Update March 2021: Microsoft Teams is rolling out webinar features for E3 and above: Webinars coming to Microsoft Teams, no additional licence needed – Tom Talks
Modality has an upcoming webinar on Using Microsoft Teams for Telephony and Conferencing in 2019. Someone registered and asked why is a webinar about using Teams for your conferencing needs on GoToMeeting (GoToWebinar is a specific version of GoToMeeting which is owned by LogMeIn).
It’s a fair question, so I thought I would answer it directly.
Microsoft Teams is a great conference platform for enterprises, but it’s not ideal to host a webinar. It’s not a scenario it has been designed for.
Here are some specific requirement of a webinar that Teams does not cater to
- Pre-registration page (example, GoToWebinar directly connects to Hubspot our marketing platform, all details are stored appropriately)
- Automated emails (initial registration, reminders, post-webinar wrap up) and calendar invites for attendees
- In webinar Polls, “handouts” (file downloads for attendees), in conference text-based moderated Q&A mechanism
- The ability for a moderator to talk to 1 or more presenters “out of band” of the webinar, and bring them in and out of the webinar as appropriate
- Custom Branding (not a big deal for us, but maybe important to some)

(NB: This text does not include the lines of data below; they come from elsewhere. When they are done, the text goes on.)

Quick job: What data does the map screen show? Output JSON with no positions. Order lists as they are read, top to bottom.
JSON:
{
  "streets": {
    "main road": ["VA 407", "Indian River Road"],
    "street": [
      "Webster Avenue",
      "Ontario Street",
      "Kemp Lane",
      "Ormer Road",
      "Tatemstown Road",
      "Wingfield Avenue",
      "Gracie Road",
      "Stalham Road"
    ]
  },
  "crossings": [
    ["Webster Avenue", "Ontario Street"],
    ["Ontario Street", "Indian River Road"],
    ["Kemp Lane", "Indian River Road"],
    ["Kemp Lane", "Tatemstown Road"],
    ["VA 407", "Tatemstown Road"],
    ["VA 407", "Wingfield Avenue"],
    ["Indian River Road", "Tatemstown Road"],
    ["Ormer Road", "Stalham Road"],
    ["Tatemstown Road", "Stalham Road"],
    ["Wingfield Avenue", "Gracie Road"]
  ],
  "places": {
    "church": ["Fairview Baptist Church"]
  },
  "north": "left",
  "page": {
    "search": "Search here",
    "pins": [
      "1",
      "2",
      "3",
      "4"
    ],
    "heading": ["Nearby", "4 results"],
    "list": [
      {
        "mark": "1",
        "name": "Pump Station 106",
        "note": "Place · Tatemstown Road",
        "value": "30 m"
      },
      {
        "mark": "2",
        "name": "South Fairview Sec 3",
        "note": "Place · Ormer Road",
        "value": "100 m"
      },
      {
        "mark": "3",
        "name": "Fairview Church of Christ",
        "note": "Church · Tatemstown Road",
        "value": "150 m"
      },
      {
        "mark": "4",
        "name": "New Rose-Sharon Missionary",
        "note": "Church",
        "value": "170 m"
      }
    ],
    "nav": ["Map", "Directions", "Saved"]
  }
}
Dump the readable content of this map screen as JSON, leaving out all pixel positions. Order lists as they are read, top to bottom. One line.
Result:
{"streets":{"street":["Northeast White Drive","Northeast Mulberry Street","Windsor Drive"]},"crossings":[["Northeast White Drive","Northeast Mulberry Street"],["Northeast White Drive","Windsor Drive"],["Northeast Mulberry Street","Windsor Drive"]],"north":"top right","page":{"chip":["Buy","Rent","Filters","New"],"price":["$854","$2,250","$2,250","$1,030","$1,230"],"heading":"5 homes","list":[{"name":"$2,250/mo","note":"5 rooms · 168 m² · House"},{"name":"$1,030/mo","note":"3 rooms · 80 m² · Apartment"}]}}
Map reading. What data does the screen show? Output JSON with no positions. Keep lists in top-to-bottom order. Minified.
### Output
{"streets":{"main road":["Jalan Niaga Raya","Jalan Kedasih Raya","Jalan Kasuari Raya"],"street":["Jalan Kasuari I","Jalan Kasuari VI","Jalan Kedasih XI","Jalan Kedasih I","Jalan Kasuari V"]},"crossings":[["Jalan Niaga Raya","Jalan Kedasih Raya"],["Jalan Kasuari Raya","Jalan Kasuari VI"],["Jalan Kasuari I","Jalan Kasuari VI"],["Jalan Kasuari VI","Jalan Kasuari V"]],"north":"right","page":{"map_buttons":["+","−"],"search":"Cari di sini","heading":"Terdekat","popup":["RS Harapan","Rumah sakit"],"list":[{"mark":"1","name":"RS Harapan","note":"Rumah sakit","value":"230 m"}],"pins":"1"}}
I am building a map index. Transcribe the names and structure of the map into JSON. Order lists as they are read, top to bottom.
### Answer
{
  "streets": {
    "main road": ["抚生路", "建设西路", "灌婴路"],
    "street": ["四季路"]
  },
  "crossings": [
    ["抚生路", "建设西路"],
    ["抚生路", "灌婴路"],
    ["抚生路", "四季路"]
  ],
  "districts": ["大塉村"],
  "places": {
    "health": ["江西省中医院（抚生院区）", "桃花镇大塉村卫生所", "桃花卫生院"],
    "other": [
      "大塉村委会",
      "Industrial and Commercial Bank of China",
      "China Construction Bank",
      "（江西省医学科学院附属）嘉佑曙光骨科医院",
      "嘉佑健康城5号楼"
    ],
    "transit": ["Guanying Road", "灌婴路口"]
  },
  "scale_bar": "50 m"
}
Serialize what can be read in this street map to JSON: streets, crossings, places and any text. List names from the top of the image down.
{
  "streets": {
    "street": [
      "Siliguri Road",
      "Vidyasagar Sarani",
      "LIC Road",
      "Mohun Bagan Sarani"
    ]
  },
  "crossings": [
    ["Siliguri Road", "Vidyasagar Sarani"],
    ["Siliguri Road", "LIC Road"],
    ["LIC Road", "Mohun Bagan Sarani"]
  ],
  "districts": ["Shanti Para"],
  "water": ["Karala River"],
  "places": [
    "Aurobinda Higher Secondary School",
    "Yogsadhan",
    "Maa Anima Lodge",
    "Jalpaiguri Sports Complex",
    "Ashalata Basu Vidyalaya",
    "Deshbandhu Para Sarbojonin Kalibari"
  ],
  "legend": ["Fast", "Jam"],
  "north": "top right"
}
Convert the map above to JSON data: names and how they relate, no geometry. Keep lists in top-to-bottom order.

- Managing post-event recording sharing
- Reporting and Analytics, who attended, how long for etc.
- Over 250 participants
- Participants should not see each other in the meeting, or be able to interact with each other or the meeting without permission
Ultimately the marketing team choose our webinar platform, but in this use case, it makes sense to use a specialist product to meet the business requirements.
In another example, the monthly podcast I record with Patrick at UCToday. We use Teams to share notes, meet and record audio and video and for that use case, it works well.
What about Microsoft Teams Live Events?
Good question. Again it’s not really built for webinars specifically. It will allow you to get over that 250 user limit, you can go up to 10,000 attendees, and you can have an unauthenticated user join (non-AD users), you also have the concept of moderators and presenters.
However, again there is no registration mechanism, join tracking/analytics, no PSTN dial-in. I would say Live Events are more focused on inside the enterprise events.